The decline bench press is a great way to focus on strengthening and developing your lower chest but it also works the entire chest. The ideal angle to perform the decline press is between 15 to 30 degrees at a decline.

When performing the decline bench press make certain to secure your legs and grab the bar using a medium-width grip to insure a 90-degree angle in the middle of the movement. Make certain your grip on the bar is secure, any slippage with the angle of the movement could result in serious injury. Mix it up between heavy sets to include sets of 6 to 8 reps and 8 to 12 reps on lighter sets. Including hammer strength decline press machine is a great way to isolate your pec muscle by performing the movement with a single-arm press.


Cable Crossover

It has been viewed that the cable crossover is a great finishing exercise to get that extra pump in the pecs. Actually, the cable crossover can be utilized to increase muscle mass and strength. A study sponsored by ACE led by John P. Porcari, Ph.D., Whitnee Schanke, M.S., and the University of Wisconsin – LaCrosse compared the most common chest exercises. The goal of the study was to determine the effectiveness of each exercise for activating the largest muscle of the chest, the Pectoralis Major. The study determined the barbell bench press, the pec dec, and the cable crossover proved to have the greatest benefits.

So the old finishing exercise, cable crossover, is effective in developing strength and a muscular chest.  So adding cable crossovers to your chest routine is a must. The key to benefitting from the movement is to adjust angles. The lower the cables the more the focus is on the upper chest and vice versa, the higher the cables the focus shifts to the lower chest. Mid-range cables will hit the mid to overall chest.

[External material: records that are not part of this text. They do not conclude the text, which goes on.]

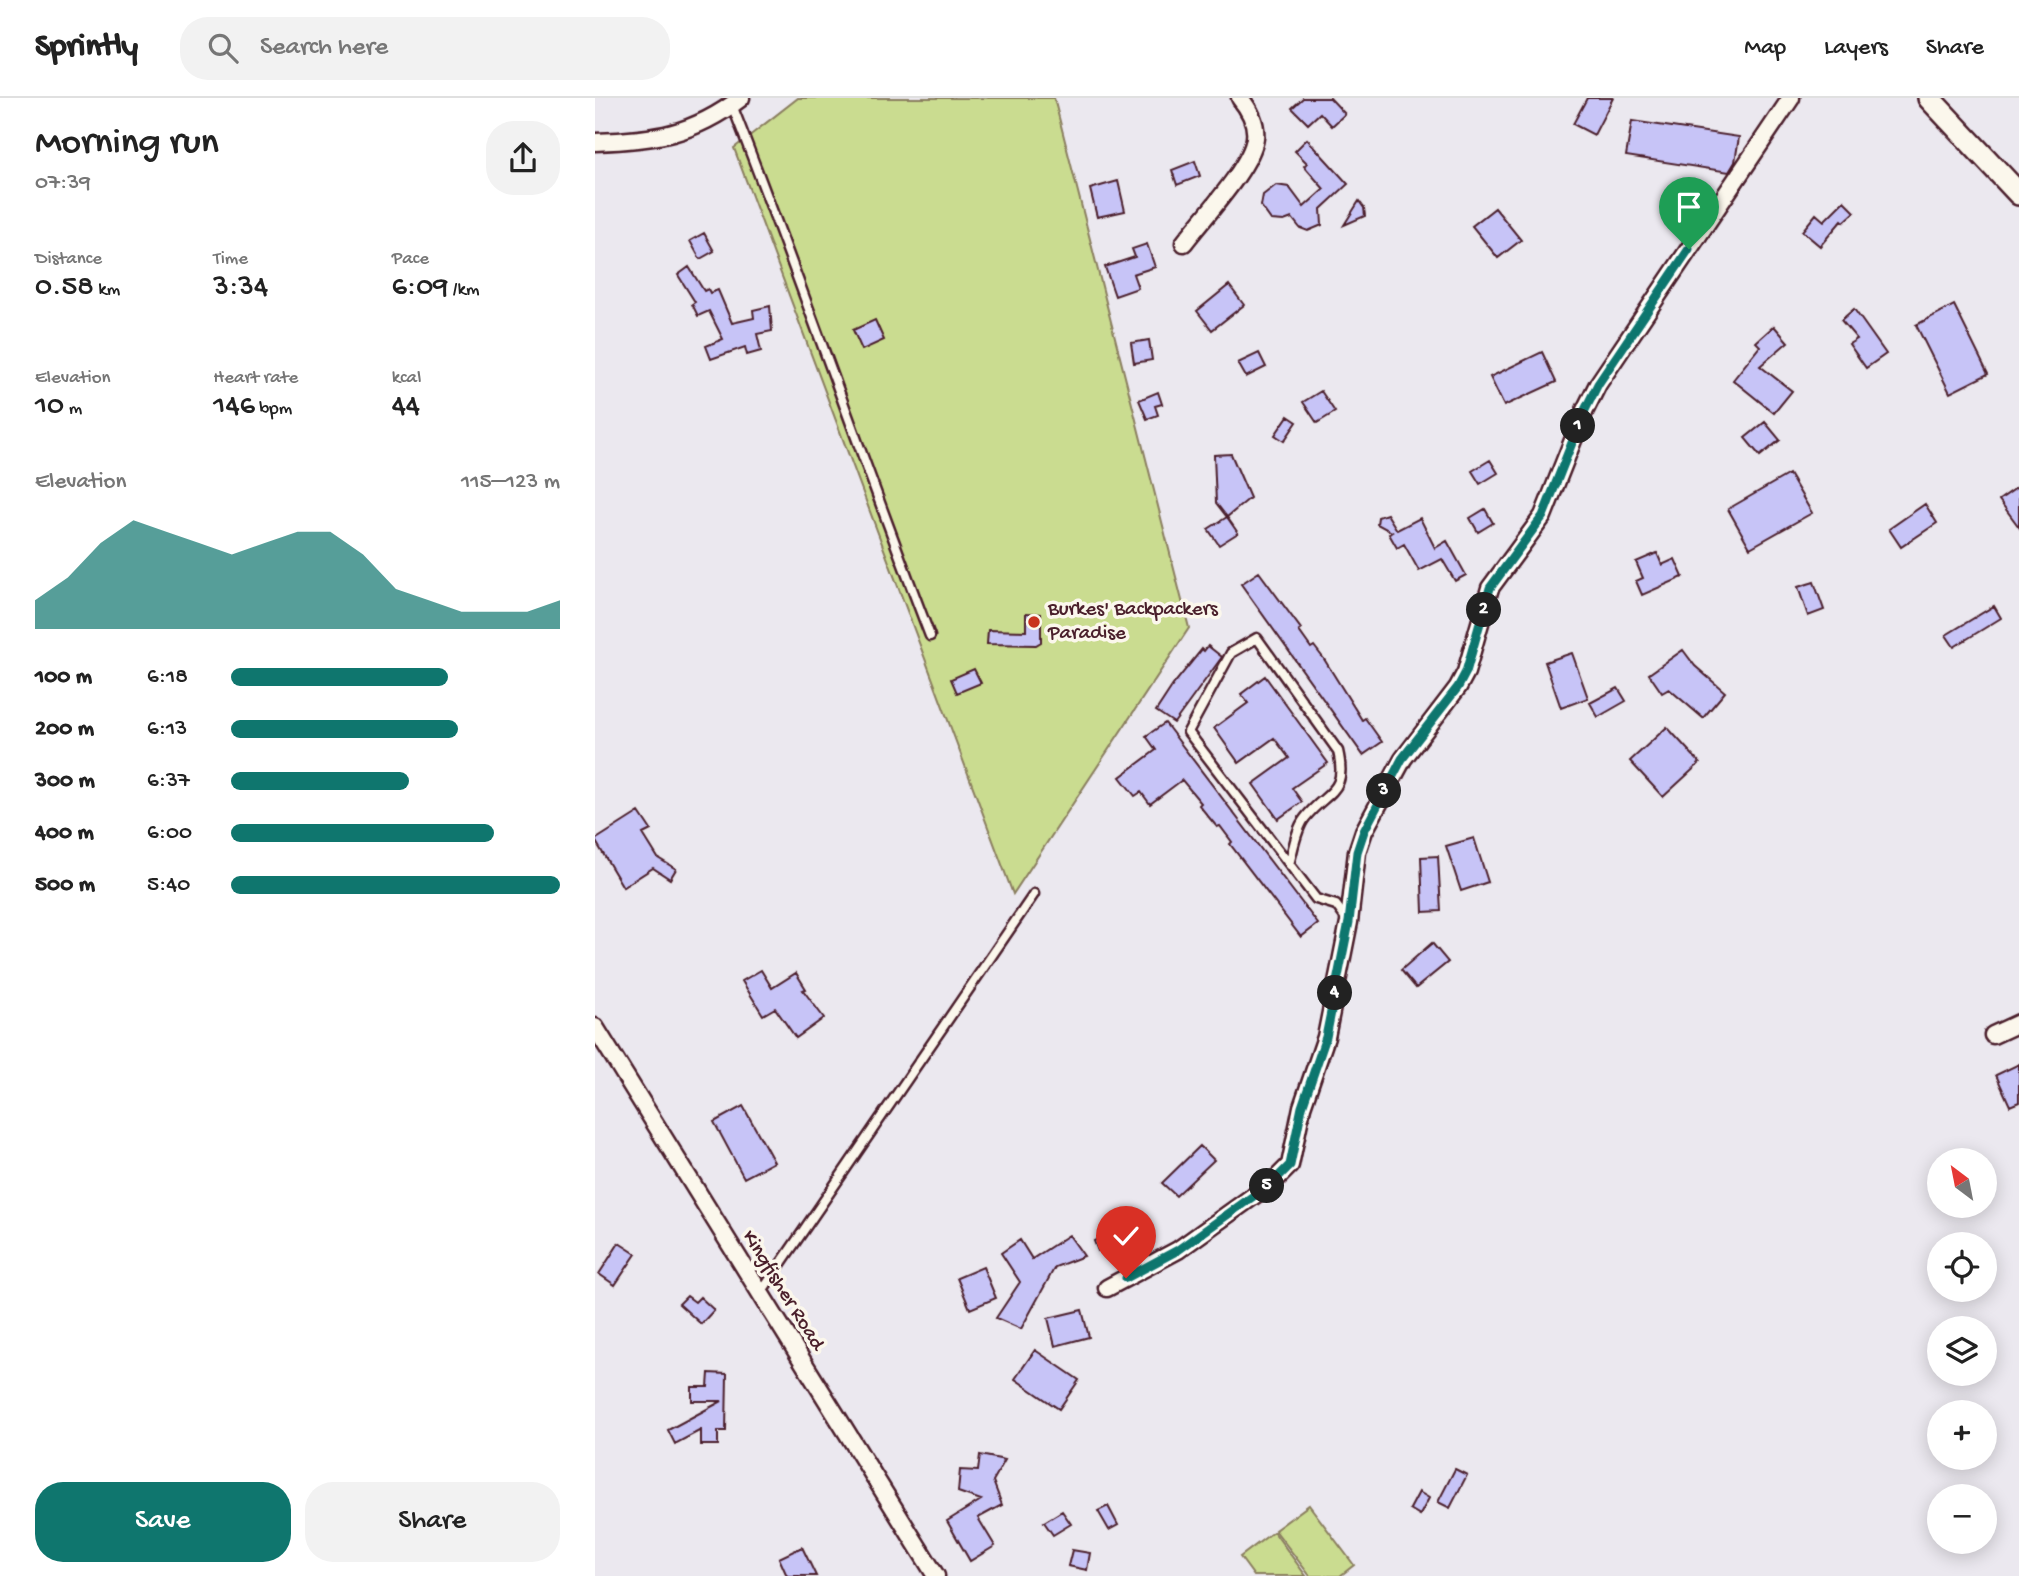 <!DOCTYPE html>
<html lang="en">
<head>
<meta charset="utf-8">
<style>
	:root { --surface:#fff; --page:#f2f2f2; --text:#222; --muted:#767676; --line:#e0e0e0; --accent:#0f766e }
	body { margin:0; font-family:"Gochi Hand",sans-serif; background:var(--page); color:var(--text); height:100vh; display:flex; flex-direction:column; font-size:26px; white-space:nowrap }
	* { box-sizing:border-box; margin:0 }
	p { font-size:23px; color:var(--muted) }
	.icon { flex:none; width:38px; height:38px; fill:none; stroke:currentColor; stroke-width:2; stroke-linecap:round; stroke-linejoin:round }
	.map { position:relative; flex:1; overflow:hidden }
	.details { display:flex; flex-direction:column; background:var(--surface); width:595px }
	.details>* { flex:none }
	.needle { width:46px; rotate:328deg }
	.buttons { position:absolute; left:1332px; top:1050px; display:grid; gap:14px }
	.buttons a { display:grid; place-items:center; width:70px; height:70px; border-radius:50%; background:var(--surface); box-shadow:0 4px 18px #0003; font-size:35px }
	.pin { position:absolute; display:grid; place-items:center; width:60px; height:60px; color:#fff; margin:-72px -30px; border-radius:50% 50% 50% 0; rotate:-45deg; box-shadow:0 0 7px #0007 }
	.pin .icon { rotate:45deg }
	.km { position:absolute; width:35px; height:35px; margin:-18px; border-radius:50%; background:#222; color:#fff; font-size:19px; line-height:35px; text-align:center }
	.round { display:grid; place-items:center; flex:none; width:74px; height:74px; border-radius:28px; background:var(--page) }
	.summary { display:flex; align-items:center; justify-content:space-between; height:119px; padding:0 35px }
	h1 { font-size:38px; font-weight:600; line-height:52px }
	.metrics { display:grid; grid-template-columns:repeat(3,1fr); gap:10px; height:119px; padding:7px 35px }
	.metrics div { display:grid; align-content:center }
	.metrics b { font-size:30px; font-weight:600 }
	.metrics small { font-size:19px; font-weight:400 }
	.metrics p { font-size:19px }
	.chart { height:196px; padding:14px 35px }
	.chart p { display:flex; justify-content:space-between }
	.chart svg { width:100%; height:126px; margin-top:7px; fill:var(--accent); opacity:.7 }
	.button { display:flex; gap:14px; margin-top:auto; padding:14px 35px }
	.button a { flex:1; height:80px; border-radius:28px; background:var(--accent); color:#fff; font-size:28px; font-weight:600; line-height:80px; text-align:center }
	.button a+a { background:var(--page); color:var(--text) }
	ul { padding:0 35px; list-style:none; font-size:23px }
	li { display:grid; grid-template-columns:112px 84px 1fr; align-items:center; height:52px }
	li i { height:18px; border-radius:9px; background:var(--accent) }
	header { display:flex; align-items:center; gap:42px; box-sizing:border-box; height:98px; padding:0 35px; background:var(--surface); border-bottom:2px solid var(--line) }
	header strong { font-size:33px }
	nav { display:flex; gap:38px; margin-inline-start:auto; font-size:24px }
	.search { width:490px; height:63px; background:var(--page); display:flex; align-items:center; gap:18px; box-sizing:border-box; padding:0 24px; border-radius:28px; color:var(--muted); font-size:26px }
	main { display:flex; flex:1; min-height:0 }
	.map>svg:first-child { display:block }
	.green { fill:#cadc90; stroke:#8a7e5e; stroke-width:2 }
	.building { fill:#c7c4f7; stroke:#4a1f2b; stroke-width:2 }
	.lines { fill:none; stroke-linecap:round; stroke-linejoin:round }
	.lane-casing { stroke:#4a1f2b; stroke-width:13 }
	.street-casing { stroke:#4a1f2b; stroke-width:21 }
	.secondary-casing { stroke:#4a1f2b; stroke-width:26 }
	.lane { stroke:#fbf7ec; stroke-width:8 }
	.street { stroke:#fbf7ec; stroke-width:16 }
	.secondary { stroke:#fbf7ec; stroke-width:21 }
	.route-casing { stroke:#fff; stroke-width:14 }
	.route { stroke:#0f766e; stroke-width:9 }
	.poi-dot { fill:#c8321e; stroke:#fbf7ec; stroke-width:2.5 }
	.labels { text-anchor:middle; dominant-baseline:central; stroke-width:7; stroke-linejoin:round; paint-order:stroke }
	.poi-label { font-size:21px; fill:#4a1f2b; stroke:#fbf7ec; text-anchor:start }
	.street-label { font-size:21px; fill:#4a1f2b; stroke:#fbf7ec }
</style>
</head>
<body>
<header>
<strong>Sprintly</strong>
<div class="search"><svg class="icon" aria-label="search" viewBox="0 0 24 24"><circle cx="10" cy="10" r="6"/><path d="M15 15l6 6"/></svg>Search here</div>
<nav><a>Map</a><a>Layers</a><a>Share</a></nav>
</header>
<main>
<section class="details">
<div class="summary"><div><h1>Morning run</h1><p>07:39</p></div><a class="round"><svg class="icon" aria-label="share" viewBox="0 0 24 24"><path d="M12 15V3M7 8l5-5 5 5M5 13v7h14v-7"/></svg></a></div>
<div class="metrics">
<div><p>Distance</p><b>0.58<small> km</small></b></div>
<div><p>Time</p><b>3:34</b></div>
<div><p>Pace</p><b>6:09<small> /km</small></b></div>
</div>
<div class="metrics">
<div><p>Elevation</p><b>10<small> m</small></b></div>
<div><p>Heart rate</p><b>146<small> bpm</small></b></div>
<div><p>kcal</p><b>44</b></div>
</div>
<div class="chart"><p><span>Elevation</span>115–123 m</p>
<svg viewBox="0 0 160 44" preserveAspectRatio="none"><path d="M0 44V34L10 26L20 14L30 6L40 10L50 14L60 18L70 14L80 10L90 10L100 18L110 30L120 34L130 38L140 38L150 38L160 34V44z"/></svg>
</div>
<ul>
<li><b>100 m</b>6:18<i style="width:66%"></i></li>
<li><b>200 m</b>6:13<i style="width:69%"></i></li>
<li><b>300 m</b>6:37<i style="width:54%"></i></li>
<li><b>400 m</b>6:00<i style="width:80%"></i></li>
<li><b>500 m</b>5:40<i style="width:100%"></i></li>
</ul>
<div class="button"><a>Save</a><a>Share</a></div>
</section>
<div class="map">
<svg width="1424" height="1478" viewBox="0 0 1424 1478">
	<rect width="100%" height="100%" fill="#ebe8ef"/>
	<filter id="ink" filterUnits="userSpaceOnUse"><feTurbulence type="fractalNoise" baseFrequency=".0143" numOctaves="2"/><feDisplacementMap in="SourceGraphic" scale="14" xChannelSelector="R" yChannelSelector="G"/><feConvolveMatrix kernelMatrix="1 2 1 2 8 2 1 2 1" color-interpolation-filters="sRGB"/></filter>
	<g filter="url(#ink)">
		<path class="green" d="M203,0H459L594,530L418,796L139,50Z
			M714,1407L759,1467L745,1478H715L680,1432Z
			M678,1434H679L711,1478H659L645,1459Z"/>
		<path class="building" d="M708,0H735L750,16L737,28L725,15L713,26L697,10Z
			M992,0H1018L999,37L978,26Z
			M1037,23L1144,39L1140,64L1134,74L1031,58Z
			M712,41L753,86L726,111L727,127L713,133L705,130L697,120L689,123L676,122L666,108L668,97L681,87L694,89L709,109L729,91L709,68L712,65L700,53Z
			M600,63L605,78L582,87L577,72Z
			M523,83L530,113L502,119L495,91Z
			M764,103L769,110L770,118L749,127Z
			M1249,103L1260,114L1249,124L1247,122L1225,148L1207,133L1221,116L1229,123Z
			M900,110L926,142L903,160L877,128Z
			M109,135L119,153L105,161L95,143Z
			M552,146L560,169L538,176L543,190L520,198L510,169L540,159L537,151Z
			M94,169L109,193L113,191L115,195L123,192L137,225L159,220L158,212L175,208L177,233L162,236L166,253L152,257L150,249L116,261L111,248L128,241L114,213L103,218L97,206L100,204L83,177Z
			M634,187L649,207L617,232L602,213Z
			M1359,207L1393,276L1355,295L1321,227Z
			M1259,211L1291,256L1271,270L1254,246L1262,241L1246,222Z
			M280,222L289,242L267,252L258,232Z
			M1179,228L1193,244L1165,268L1197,293L1179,315L1138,282L1165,248L1161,244Z
			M554,242L557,262L539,265L536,245Z
			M947,254L961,284L909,308L895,279Z
			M664,255L671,269L651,279L643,265Z
			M726,293L740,314L722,325L708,304Z
			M563,294L567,306L560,308L563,317L552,321L544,302Z
			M693,318L702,324L689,343L680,337Z
			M1170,324L1185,342L1165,358L1150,340Z
			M636,356L655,400L632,419L621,405L619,357Z
			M895,362L903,375L885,386L877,373Z
			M1194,376L1217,415L1155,450L1133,411Z
			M1424,388V429L1404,402Z
			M1330,406L1342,425L1306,449L1294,431Z
			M890,411L898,425L883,434L875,420Z
			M792,416L802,432L825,420L840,450L852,443L871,477L860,483L847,461L824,473L809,446L802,450L794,436L797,434L782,426L783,419Z
			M632,419L643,435L624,447L613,431Z
			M1062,455L1067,467L1080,461L1088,479L1047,497L1041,483L1048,480L1041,464Z
			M664,474L706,531L704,533L716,550L719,548L729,561L767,622L770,620L787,644L768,657L646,486Z
			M1219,484L1229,512L1213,518L1203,489Z
			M1399,508L1406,520L1359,549L1351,537Z
			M431,515L446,516V544L441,547L392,546L393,532L431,533Z
			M613,548L627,559L579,625L561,613L578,587L607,551L609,553Z
			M1088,552L1100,568L1130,594L1108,620L1074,591L1067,595L1054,576Z
			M977,555L993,600L966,610L950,564Z
			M379,571L386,585L362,595L356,581Z
			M670,578L733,665L697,690L707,704L683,721L658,686L694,660L679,640L644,665L619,630L653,605L646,596Z
			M1023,590L1031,603L1003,619L995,605Z
			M570,625L723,826L706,839L635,746L637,744L625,728L622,729L612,717L604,707L606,705L587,682L555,706L546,694L540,698L525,679L561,652L551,638Z
			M1072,629L1105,665L1068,699L1035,663Z
			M44,714L56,732L48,736L63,760L81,771L75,781L58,770L28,789L0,742Z
			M879,740L893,784L866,793L851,748Z
			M843,758L846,813L828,814L826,759Z
			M837,845L853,864L821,890L806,872Z
			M166,872L177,890L201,875L211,891L208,892L229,920L201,940L180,910L168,917L147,883Z
			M1424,966V1004L1415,1008L1401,977Z
			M148,1008L179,1064L149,1080L119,1024Z
			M605,1048L619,1062L581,1098L567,1085Z
			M517,1134L522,1145L503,1153L499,1143Z
			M474,1137L489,1158L460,1169L426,1231L401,1220L425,1184L406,1155L425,1142L437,1161Z
			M24,1145L41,1156L20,1187L4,1176Z
			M388,1169L401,1200L375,1211L362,1180Z
			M92,1198L100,1204L105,1199L119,1212L106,1226L84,1206Z
			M487,1212L494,1239L460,1248L453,1220Z
			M440,1252L484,1282L464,1311L420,1281Z
			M114,1275L132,1276L131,1333H123V1347H106V1332L80,1346L73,1332L127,1303H97V1289H113Z
			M385,1357L410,1362L398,1383L407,1407L383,1420L400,1448L375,1463L352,1423L386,1402L363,1394L365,1372L383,1373Z
			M860,1371L872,1377L855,1410L843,1404Z
			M824,1394L834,1400L825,1417L815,1411Z
			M513,1408L523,1427L514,1432L503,1413Z
			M467,1413L476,1426L458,1437L449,1424Z
			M207,1449L221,1478H192L184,1460Z
			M477,1452L495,1455L492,1472L473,1468Z"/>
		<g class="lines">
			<g class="lane-casing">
				<path id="lane" d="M137,7C206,183 267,361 335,538
					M694,766C698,753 701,731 710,720C732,692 753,696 743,653L662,540L636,555L593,634L721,801L741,807L752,822
					M165,1196L439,796"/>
			</g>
			<g class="street-casing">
				<path id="street" d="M0,44C59,42 98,37 146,0
					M589,145C607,121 657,68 660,40C662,25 654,11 645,0
					M0,929L341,1478
					M1398,937L1424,925
					M512,1190L583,1152L678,1084L695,1067L707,1009L731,939L754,824L762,754L769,733L808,661L863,589L871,574L895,490L948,418L990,312L1003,286L1196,0"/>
			</g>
			<g class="secondary-casing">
				<path id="secondary" d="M1334,0L1424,96"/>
			</g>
			<use href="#lane" class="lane"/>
			<use href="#street" class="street"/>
			<use href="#secondary" class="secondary"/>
		</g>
	</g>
	<g class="lines" filter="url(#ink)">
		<g class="route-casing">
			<path id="route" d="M531,1180L583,1152L678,1084L695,1067L707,1009L731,939L754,824L762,754L769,733L807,661L863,589L871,574L895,490L948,418L990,312L1003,286L1094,151"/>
		</g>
		<use href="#route" class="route"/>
	</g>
	<circle class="poi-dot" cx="439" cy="524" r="7"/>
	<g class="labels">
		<g class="poi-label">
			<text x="453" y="512">Burkes' Backpackers<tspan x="453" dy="24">Paradise</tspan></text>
		</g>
		<g class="street-label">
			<text transform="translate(187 1193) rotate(58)">Kingfisher Road</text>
		</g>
	</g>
</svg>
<div class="buttons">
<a><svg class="needle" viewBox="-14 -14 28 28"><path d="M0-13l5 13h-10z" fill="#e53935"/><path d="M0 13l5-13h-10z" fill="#767676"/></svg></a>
<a><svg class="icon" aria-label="locate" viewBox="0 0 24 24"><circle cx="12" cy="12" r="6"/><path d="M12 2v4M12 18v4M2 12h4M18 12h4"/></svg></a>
<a><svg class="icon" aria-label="layers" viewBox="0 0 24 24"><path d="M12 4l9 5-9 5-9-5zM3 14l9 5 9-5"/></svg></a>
<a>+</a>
<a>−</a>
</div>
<div class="pin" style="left:1094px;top:151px;background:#1e9e55"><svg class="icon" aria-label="arrive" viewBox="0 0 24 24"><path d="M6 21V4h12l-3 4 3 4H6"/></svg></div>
<div class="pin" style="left:531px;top:1180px;background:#d93025"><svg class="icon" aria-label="check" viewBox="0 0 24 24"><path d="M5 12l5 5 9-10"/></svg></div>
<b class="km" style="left:983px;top:328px">1</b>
<b class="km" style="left:889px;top:512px">2</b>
<b class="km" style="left:789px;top:693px">3</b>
<b class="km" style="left:740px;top:895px">4</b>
<b class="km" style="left:672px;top:1088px">5</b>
</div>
</main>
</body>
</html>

Make certain to warm up your shoulder joint prior to protect against injury and if you are dealing with a shoulder injury avoid it until healed. Crossover and fly movements place your shoulder in a position that is vulnerable.


Bench Press

The legendary bench press, still a must in any chest routine. This compound movement builds muscle and strength in the chest,  front shoulders, and triceps. The key to gaining the most of the movement is proper bench press technique. Avoid going too heavy which will result in poor form, make certain to set your shoulder blades by pulling them back and down, proper grip on the bar where the thumb is around the bar (don’t go thumbless), and keep your feet from moving.

Changing your grip on the bar will work different parts on the chest for example a narrow grip or close-grip press shifts emphasis to the triceps with the main grip just wider than shoulder-width. The bench press movement can also be performed using dumbbells, a smith machine, and a hammer strength machine.